JetKanıt; 1475 ABD’ li birey üzerinde yapılan bir çalışmada düzenli kuru fasulye tüketen bireylerde BKİ değeri % 23 azalmış bulunurken aynı zamanda bel bölgelerinde de incelme olduğu tespit edilmiş.

Gaz yapıyor, yiyemiyorum diyenler bunu biliyor musunuz? Baklagillerin içerdiği galakto oligosakkaritler, bakteriler bağırsa bakterileri tarafından emilemeyen küçük karbonhidratlardır. Araştırmalar bu bakterilerin sağlıklı bağırsak florası için etkili olduğunu ve kaliteli lif kaynağına sahip olan besinlerin bu karbonhidratçıkları içerdiğini gösteriyor!
Çözüm olarak; baklagilleri ıslattıktan sonra suyunu döküp, suda bekletin ve bekletme suyunu 1-2 kez değiştirin.

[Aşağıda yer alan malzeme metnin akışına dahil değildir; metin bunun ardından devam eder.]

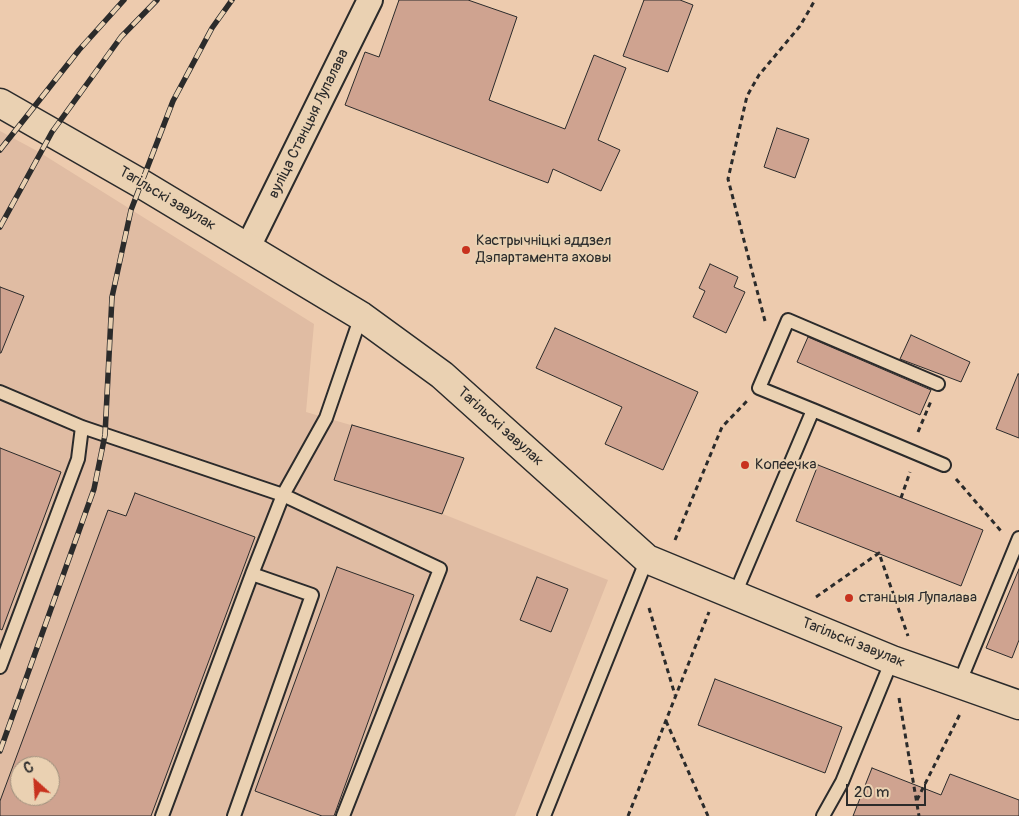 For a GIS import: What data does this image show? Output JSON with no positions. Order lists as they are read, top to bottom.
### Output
{
  "streets": {
    "main road": ["Тагільскі завулак"],
    "street": ["вуліца Станцыя Лупалава"]
  },
  "crossings": [
    ["вуліца Станцыя Лупалава", "Тагільскі завулак"]
  ],
  "places": ["Кастрычніцкі аддзел Дэпартамента аховы", "Копеечка", "станцыя Лупалава"],
  "scale_bar": "20 m",
  "north": "top left"
}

Pişirirken de içerisinde kimyon ilave etmeyi ihmal etmeyin.

Kısa bir hayat notu; Diyetisyenlik mesleğinin varoluşunun temelinin ‘Yeşil Mercimek’ olduğunu ve Türkiye’ de yeşil mercimek tüketimini arttırmak için Türkiye’nin ilk diyetisyeni çok kıymetli ve saygıdeğer hocamız Ayşe Baysal’ın tüm ülkeye bu besini anlattığını biliyor muydun? Gün geldi sadece ülkemiz değil tüm dünya bu besinlerin değerini anladı! Ülkemizde üretiminin oldukça yaygın olduğu bu kaynaklar ile sofralarımızı buluşturarak tüm dünyaya örnek olmak için şimdi de sıra bizde 
Sofralarınızın bakliyatlar ile sağlık dolduğu, formda günler dilerim.